The thick smell of gunpowder hangs in the air. Seeing all the firepower used at once makes the relatively small vessel seem intimidating. Hamas may have some frogmen whose advantage lies in that they can disguise themselves as fishermen and choose the time and place of an encounter. But they are no match for this well-trained crew. To defend against more sophisticated missile threats, the boats are developing an “active protection system,” according to an article in Jane’s Defence Weekly in March.

As the powder from the live fire faded into the night, Akrish turned his boat back toward Ashdod. He’s looking to be prepared for the next war with Hamas.

A native of Haifa who spent a year in Texas and is a graduate of the Israeli Naval Academy, he hopes to finish out his service in 2019.

“The last time we trained we were doing an exercise to deal with a threat from the land. It’s hard work, but I’m thankful to be here,” he says.

With the difficulties the IDF is going through in the wake of the Hebron soldier who shot a wounded subdued Palestinian, Akrish says its essential for soldiers to be responsible. “They are responsible not only for their own lives but also those of the Gaza fishermen.”

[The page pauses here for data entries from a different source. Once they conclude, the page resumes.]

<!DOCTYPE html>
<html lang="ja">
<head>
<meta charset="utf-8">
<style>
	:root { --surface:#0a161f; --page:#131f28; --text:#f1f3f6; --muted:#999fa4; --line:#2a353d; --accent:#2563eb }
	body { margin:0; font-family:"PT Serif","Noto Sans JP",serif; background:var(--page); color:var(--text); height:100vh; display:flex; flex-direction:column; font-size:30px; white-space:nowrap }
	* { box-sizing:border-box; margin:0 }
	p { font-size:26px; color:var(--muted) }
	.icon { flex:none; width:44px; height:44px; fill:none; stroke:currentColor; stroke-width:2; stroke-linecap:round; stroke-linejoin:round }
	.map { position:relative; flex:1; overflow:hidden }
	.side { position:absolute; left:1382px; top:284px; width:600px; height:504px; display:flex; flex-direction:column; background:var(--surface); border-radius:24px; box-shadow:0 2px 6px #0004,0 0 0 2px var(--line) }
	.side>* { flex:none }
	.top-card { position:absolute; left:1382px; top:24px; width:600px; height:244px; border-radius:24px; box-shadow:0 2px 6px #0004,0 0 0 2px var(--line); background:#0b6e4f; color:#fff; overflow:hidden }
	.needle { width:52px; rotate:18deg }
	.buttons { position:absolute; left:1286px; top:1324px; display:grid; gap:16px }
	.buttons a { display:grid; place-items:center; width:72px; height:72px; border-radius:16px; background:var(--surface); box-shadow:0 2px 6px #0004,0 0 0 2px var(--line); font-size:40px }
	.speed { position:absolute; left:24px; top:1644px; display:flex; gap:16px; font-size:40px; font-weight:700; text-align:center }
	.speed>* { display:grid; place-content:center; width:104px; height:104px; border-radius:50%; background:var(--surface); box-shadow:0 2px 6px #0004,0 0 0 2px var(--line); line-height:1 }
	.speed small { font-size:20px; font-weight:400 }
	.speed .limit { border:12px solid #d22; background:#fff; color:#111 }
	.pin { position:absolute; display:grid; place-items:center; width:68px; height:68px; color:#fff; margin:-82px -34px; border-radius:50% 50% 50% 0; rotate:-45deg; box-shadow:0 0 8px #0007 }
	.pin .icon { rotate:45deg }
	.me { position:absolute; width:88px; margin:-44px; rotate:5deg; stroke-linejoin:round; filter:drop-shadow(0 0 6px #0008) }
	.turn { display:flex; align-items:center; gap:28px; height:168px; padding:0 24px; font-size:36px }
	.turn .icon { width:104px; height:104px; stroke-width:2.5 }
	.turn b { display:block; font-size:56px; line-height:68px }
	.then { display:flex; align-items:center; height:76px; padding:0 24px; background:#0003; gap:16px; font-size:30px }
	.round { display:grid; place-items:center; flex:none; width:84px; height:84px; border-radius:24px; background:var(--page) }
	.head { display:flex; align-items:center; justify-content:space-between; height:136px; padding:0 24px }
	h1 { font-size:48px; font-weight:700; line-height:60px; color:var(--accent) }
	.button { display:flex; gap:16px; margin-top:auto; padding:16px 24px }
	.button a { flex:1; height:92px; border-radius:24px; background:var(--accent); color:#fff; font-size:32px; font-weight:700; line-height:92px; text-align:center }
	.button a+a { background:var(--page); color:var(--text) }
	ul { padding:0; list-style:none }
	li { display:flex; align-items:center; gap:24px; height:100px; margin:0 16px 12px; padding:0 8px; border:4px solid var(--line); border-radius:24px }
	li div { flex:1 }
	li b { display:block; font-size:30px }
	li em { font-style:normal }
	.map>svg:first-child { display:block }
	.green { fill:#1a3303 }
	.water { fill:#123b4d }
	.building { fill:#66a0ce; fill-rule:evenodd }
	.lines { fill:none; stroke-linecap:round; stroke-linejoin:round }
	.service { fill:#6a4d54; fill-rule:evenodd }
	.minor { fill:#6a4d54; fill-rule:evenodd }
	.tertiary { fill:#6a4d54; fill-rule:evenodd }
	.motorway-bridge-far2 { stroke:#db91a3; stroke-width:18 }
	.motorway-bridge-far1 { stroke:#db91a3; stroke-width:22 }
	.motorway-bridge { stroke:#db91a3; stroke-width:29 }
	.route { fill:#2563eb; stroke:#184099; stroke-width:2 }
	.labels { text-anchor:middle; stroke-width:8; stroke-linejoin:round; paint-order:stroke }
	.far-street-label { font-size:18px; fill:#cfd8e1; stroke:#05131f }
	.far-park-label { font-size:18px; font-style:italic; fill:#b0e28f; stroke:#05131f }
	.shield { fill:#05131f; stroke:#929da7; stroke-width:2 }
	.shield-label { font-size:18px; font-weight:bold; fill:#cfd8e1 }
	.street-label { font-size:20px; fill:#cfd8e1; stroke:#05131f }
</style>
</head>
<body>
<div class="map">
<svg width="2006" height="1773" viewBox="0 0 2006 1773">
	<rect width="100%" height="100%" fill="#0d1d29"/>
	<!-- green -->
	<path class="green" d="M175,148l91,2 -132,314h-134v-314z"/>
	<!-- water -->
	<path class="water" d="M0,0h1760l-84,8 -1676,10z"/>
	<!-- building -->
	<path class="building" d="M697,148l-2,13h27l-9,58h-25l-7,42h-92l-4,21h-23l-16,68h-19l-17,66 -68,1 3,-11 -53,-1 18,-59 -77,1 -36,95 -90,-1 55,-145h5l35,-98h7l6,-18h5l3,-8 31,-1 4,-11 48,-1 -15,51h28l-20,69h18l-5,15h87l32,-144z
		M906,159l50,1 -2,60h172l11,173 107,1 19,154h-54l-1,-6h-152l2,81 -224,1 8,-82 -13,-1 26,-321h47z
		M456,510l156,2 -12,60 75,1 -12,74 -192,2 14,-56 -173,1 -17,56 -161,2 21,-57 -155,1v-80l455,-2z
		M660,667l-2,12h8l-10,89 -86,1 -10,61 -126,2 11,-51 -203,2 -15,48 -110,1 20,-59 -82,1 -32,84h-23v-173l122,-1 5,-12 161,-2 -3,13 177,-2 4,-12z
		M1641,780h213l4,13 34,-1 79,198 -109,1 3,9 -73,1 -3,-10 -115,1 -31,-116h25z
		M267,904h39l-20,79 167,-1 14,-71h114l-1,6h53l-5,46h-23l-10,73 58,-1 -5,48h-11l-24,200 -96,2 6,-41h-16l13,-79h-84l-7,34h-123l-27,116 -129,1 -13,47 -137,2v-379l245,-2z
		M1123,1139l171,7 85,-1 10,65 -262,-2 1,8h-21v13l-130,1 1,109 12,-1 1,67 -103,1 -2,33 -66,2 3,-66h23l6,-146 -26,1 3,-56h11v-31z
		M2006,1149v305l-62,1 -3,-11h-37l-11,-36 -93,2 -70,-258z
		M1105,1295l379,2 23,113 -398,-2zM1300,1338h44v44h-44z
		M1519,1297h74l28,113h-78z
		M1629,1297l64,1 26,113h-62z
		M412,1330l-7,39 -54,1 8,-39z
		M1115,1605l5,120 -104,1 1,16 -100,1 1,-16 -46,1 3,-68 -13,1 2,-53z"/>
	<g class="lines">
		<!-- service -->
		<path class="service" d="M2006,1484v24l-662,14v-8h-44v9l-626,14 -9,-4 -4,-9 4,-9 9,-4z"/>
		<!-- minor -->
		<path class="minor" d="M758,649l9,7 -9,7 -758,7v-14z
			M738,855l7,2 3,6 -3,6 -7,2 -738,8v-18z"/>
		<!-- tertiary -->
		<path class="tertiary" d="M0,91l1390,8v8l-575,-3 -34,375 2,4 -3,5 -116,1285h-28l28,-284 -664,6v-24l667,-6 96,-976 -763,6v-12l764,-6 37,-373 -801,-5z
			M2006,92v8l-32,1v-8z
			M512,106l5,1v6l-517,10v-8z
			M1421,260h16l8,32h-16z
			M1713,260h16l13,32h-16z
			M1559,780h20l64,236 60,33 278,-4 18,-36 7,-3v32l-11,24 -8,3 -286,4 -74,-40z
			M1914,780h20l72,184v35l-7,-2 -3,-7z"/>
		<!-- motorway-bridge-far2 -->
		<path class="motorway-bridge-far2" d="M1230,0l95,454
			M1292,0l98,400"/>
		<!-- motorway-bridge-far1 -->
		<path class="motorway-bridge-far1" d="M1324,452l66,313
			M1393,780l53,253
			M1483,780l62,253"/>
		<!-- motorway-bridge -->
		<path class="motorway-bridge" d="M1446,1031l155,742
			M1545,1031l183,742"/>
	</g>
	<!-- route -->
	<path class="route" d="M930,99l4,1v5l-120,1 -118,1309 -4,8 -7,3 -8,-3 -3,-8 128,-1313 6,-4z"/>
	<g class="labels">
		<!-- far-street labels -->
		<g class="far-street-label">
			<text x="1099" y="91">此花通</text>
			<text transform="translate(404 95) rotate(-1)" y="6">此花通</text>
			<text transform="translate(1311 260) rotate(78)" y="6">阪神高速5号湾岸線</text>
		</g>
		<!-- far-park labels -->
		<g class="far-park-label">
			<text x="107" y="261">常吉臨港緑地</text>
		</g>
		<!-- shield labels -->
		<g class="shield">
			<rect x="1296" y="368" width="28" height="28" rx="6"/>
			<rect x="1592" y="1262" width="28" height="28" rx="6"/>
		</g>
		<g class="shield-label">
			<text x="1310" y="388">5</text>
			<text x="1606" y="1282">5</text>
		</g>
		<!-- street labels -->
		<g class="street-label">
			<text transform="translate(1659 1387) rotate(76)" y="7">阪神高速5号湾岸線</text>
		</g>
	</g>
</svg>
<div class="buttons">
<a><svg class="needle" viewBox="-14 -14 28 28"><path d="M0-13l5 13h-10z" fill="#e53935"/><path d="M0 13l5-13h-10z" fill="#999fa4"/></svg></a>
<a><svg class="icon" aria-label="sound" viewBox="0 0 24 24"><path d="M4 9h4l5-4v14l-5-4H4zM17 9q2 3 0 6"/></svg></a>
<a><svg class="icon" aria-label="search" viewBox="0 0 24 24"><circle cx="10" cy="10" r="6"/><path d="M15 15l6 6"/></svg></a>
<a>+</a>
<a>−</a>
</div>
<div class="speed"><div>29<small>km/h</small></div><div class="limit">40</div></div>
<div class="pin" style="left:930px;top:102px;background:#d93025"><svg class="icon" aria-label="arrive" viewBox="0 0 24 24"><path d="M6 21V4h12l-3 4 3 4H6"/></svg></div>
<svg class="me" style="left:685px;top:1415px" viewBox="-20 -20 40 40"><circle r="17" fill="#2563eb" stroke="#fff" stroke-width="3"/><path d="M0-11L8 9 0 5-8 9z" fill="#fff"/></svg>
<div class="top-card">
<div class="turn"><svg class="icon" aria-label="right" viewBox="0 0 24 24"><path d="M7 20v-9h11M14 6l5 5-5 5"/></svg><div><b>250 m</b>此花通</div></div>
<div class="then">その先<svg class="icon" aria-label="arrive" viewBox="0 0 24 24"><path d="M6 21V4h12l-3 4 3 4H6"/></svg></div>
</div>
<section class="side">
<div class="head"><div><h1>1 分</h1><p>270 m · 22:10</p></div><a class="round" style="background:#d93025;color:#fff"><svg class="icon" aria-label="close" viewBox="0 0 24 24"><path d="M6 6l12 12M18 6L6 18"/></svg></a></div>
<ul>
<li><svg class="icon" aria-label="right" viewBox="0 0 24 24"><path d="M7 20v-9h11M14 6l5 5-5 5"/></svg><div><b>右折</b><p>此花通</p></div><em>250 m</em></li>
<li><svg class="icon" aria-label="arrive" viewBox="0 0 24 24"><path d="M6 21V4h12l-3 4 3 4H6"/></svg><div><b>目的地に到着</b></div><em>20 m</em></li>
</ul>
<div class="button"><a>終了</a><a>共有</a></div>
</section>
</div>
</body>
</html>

Down below, two crew members have begun to cook the night’s meal. Chicken breast is cut in strips in a heap. Cherry tomatoes fill a bowl. In a large pot, vegetables are being tossed in oil. The boat is rocking back and forth.

“Sometimes we get rice and potatoes and make it with Thai-flavored chicken. On Friday we put in and might do fish and kubbeh hamusta soup,” says one of the men, grinning. The quarters may be cramped, but when it comes to camaraderie and cooking, this boat is full of life.